DATA RECORDS:
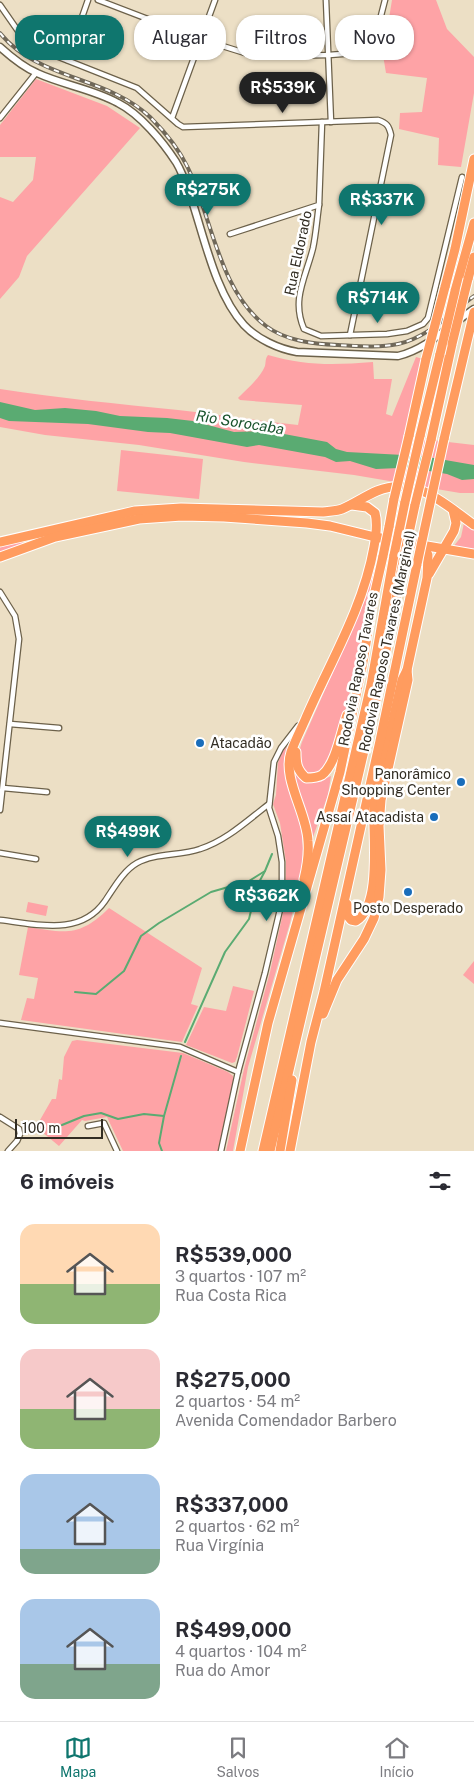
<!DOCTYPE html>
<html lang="pt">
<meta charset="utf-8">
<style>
body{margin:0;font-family:"Public Sans",sans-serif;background:#f7f7f7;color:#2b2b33;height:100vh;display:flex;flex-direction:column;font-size:19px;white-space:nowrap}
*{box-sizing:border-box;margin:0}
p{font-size:16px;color:#7c7c81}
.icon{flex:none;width:28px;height:28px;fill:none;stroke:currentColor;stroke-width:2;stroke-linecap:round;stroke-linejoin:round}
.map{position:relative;height:1151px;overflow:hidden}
.drawer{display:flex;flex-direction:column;background:#fff;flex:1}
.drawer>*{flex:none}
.hud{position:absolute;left:15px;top:15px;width:445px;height:45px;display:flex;gap:10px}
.scale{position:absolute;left:15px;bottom:12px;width:88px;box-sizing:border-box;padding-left:5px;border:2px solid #322d23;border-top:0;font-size:14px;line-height:18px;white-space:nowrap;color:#322d23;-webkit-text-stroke:4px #fff;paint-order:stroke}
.price{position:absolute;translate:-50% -42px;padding:0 11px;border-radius:18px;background:#0f766e;color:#fff;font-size:16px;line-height:32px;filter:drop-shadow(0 1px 2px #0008)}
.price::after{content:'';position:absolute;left:50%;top:30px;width:15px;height:11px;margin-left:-8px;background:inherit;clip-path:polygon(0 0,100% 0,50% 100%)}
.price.current{background:#222;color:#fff}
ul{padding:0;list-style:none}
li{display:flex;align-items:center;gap:15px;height:125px;padding:0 20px}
li span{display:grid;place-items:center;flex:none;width:140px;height:100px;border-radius:15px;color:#555}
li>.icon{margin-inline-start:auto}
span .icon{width:60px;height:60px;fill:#fffc;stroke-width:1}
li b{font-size:21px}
h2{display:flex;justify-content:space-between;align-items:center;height:60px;padding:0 20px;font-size:21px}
.pill{padding:0 18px;border-radius:20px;background:#fff;box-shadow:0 1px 4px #0004;font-size:18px;line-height:45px}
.pill.current{background:#0f766e;color:#fff}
.tabs{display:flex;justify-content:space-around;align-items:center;height:70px;border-top:1px solid #e1e1e2;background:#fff;font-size:14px;color:#7c7c81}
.tabs a{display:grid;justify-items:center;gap:2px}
.tabs .current{color:#0f766e}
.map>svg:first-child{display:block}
</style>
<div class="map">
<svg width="474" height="1151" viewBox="0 0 474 1151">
<rect width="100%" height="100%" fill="#ecdfc5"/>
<g fill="#fea3a6">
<polygon points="392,0 436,0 447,29 474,57 474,93 461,167 438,165 439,138 399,129 400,113 422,112 427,78 386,73 383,55"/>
<polygon points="36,79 107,106 140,128 27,256 19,277 0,299 0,197 13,202 33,180 36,157 0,157 0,125"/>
<path d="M268,355C305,366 335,365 373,362L374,379H392L386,414L392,416L416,357L423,359L405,437L474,445V493H460L354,475L244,462L139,445L45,435L0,427V389C59,398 118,404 178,410C218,414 258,421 298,425L302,405L240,400L238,398C247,389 260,378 265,366C266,362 265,359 268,355Z"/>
<polygon points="121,450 203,459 199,499 117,491"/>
<polygon points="464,523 474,529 474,551 453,547 461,537"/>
<polygon points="21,541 23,543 22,546 0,555 0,547"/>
<path d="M377,547H379C369,600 360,652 347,704C341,726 339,751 324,768C314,778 302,774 299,760C298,754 300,748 302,742L366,597Z"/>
<polygon points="291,742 289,785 301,827 303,848 302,872 290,923 248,1067 233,1151 226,1151 244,1069 270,972 285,904 286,862 280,823 273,804 276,795 278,763 282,752"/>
<polygon points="292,767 307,782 320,781 331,776 328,795 313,837 312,837"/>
<polygon points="28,902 48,906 46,916 26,912"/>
<path d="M109,908L202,968L191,1004L198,1006L182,1042L21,1020L27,998L34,999L38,978L19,975L28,927C66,933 80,937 109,908Z"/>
<polygon points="474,961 474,984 463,975"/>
<polygon points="233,986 254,991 237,1057 235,1062 232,1063 186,1045 204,1007 226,1011"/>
<polygon points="77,1040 183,1053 228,1072 233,1076 233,1082 218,1151 123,1151 107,1117 85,1121 82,1120 59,1146 36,1127 52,1099 56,1099 59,1079 62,1080 64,1057 72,1041"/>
</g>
<polygon fill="#5aab72" points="0,402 35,410 65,408 96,411 120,416 167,418 193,421 234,432 268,431 327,442 336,449 347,452 422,456 474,465 474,479 462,480 447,474 429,471 399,468 376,469 350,461 336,462 325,457 259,445 247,447 170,433 148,432 88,424 9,421 0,418"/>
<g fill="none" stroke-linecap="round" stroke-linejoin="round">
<g stroke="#5aab72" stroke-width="2">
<polyline points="75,992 96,994 124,971 141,936 159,923 211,892 249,881 265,871"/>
<polyline points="185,1042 225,952 249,919 257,886 265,871 272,854"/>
<polyline points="62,1125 84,1116 101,1113 118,1119 144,1114 164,1116"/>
<polyline points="162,1151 159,1143 164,1116 181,1056"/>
</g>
<defs>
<g id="street">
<polyline points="98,0 200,39 245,53 264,56 329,55 368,52 374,43 385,0"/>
<polyline points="326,0 331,122"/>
<path d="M0,5L25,41L41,50L137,88L178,124L183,127L378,120C387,123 389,126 391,135L350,335"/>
<polyline points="67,60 88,0"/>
<polyline points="0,118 36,73"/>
<polyline points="172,118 215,0"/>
<path d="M319,205C317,219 316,234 313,248C306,277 291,299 304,329L321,336L387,334L407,331L423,324L428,318L462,177"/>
<polyline points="230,234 319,205 322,122"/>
<polyline points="0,592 15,616 19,639 0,810"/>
<polyline points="10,724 59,728"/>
<polyline points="3,788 47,792"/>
<polyline points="0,853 36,859"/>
<path d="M0,920C37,924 80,937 105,901C114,888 123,871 137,863C155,853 180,856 200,849C226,841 248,820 269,804"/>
<polyline points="0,1023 180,1047 238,1072"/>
<polyline points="0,1117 19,1129 20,1134 17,1141 8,1151"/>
<polyline points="88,1126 104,1123 117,1151"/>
<polyline points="221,1151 238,1072 265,973 282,901 282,862 278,836 269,808 274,762 281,748 298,726"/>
</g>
<path id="secondary" d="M0,47C11,57 23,67 37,73C63,85 93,89 118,103C140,114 163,142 176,162C184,175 188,190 193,204C205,241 217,296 244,325C257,339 279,349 297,352L398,356C427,349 450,325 474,309"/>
<g id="highway">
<polyline points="468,279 474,257"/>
<polyline points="445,287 455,249 474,159"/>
<polyline points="455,291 474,223"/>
<polyline points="409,436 426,359"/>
<polyline points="420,436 440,354"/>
<polyline points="444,439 474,312"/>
<polyline points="431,440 452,344"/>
<polyline points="389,527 394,499"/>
<polyline points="399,531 405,502"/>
<polyline points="409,533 415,505"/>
<path d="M0,542L135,511L181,508L323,512C329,511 337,511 342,509C354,504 365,496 377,491C417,475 444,504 474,525"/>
<polyline points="0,557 55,537 139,519 182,516 224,517 307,523 330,526 375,537 474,554"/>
<polyline points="429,574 454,531 456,523 453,510"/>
<path d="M296,752C296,764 297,770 306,778C312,778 317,778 322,775C336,764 341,732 347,715"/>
<path d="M304,879C307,867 309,853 308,841C307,813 282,779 291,752C295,741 300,731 305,720C329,664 363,609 374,547C376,536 378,524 375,513L367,507L352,505"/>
<path d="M347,904V915L351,920L356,921C383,905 372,831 374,804L402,680L407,670L427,578L428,555L423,546"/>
<polyline points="323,1014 337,980 364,939 374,918 379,897 381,870 379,826 381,800 408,680 407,670"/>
<polyline points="240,1151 268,1023 340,772 363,662 373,600 383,556"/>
<polyline points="263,1151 371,685 394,555"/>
<polyline points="270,1151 379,687 404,556"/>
<polyline points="280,1151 292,1080"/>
<polyline points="290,1151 311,1042 324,992 380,741 417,564"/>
</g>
</defs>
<use href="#street" stroke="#6c614a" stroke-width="7"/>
<use href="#secondary" stroke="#6c614a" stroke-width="9"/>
<use href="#highway" stroke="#fff" stroke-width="11"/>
<use href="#street" stroke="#fff" stroke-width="4.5"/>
<use href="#secondary" stroke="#fff" stroke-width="6"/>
<use href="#highway" stroke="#ff9c5f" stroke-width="9"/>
<defs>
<path id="rail" d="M0,33C38,80 107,76 150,117C165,132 179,149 188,168C212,218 219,291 266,326C286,341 313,344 338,345C358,346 378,348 398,344C427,338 451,313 474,296"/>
</defs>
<use href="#rail" stroke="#706859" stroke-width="4"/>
<use href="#rail" stroke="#fff" stroke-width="2" stroke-dasharray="5.5" stroke-linecap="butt"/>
<defs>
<g id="highway-bridge">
<polyline points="452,344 468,279"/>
<polyline points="440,354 455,291"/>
<polyline points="426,359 445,287"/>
<polyline points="394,499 409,436"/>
<polyline points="405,502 420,436"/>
<polyline points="415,505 431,440"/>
<polyline points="394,555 399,531"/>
<polyline points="383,556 389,527"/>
<polyline points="404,556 409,533"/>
<polyline points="417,564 444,439"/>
</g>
</defs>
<use href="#highway-bridge" stroke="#fff" stroke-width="11" stroke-linecap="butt"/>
<use href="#highway-bridge" stroke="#ff9c5f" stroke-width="9"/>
</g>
<g fill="#196dbb" stroke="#fff" stroke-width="2">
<circle cx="200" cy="743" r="5"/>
<circle cx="461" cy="782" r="5"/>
<circle cx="434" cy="817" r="5"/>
<circle cx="408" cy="892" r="5"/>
</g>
<g text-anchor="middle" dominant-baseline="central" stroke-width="5" stroke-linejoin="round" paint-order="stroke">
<g font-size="14" fill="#322d23" stroke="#fff">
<text transform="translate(298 253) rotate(-78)">Rua Eldorado</text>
<text transform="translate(387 641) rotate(-78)">Rodovia Raposo Tavares (Marginal)</text>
<text transform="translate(358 669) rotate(-79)">Rodovia Raposo Tavares</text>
</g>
<g font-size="14" fill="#322d23" stroke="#fff" text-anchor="end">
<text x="210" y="743" text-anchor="start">Atacadão</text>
<text x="451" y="774">Panorâmico<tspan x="451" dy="16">Shopping Center</tspan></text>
<text x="424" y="817">Assaí Atacadista</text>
<text x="408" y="908" text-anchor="middle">Posto Desperado</text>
</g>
<g font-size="15" font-style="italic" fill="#18532c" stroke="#fff">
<text transform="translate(240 422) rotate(9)">Rio Sorocaba</text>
</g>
</g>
</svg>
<div class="scale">100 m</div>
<b class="price current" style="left:283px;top:114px">R$539K</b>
<b class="price" style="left:208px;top:216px">R$275K</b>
<b class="price" style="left:382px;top:226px">R$337K</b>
<b class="price" style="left:378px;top:324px">R$714K</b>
<b class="price" style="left:128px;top:858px">R$499K</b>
<b class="price" style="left:267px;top:922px">R$362K</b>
<div class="hud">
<a class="pill current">Comprar</a>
<a class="pill">Alugar</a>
<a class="pill">Filtros</a>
<a class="pill">Novo</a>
</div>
</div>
<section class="drawer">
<h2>6 imóveis<svg class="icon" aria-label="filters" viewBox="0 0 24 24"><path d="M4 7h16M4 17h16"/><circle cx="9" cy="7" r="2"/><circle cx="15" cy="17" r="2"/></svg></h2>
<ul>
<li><span style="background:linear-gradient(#ffd9b3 60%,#8fb573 0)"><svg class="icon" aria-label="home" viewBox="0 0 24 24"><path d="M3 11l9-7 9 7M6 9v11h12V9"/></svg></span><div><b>R$539,000</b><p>3 quartos · 107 m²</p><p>Rua Costa Rica</p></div></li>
<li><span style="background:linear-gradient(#f6c9c9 60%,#8fb573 0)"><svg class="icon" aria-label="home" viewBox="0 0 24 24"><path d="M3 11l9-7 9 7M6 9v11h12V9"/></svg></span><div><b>R$275,000</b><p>2 quartos · 54 m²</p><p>Avenida Comendador Barbero</p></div></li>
<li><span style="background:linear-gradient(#a9c7e8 75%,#7fa58c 0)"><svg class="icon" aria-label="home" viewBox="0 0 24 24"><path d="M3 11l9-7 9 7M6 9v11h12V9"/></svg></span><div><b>R$337,000</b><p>2 quartos · 62 m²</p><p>Rua Virgínia</p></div></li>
<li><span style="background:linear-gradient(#a9c7e8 65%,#7fa58c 0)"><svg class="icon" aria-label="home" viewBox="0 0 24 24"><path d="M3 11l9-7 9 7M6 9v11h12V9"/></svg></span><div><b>R$499,000</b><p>4 quartos · 104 m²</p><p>Rua do Amor</p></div></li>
</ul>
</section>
<nav class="tabs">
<a class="current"><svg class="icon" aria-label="map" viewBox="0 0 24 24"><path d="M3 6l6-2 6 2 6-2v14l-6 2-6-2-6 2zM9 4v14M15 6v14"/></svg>Mapa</a>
<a><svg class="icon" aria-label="saved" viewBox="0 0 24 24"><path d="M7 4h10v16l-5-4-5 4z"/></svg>Salvos</a>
<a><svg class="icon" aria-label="home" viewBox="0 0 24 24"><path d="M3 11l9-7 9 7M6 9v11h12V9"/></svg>Início</a>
</nav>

ABOUT THIS TASK: Return, from the data above, each line in which the string "scale" appears.

SOLUTION FOR THIS PROBLEM:
.scale{position:absolute;left:15px;bottom:12px;width:88px;box-sizing:border-box;padding-left:5px;border:2px solid #322d23;border-top:0;font-size:14px;line-height:18px;white-space:nowrap;color:#322d23;-webkit-text-stroke:4px #fff;paint-order:stroke}
<div class="scale">100 m</div>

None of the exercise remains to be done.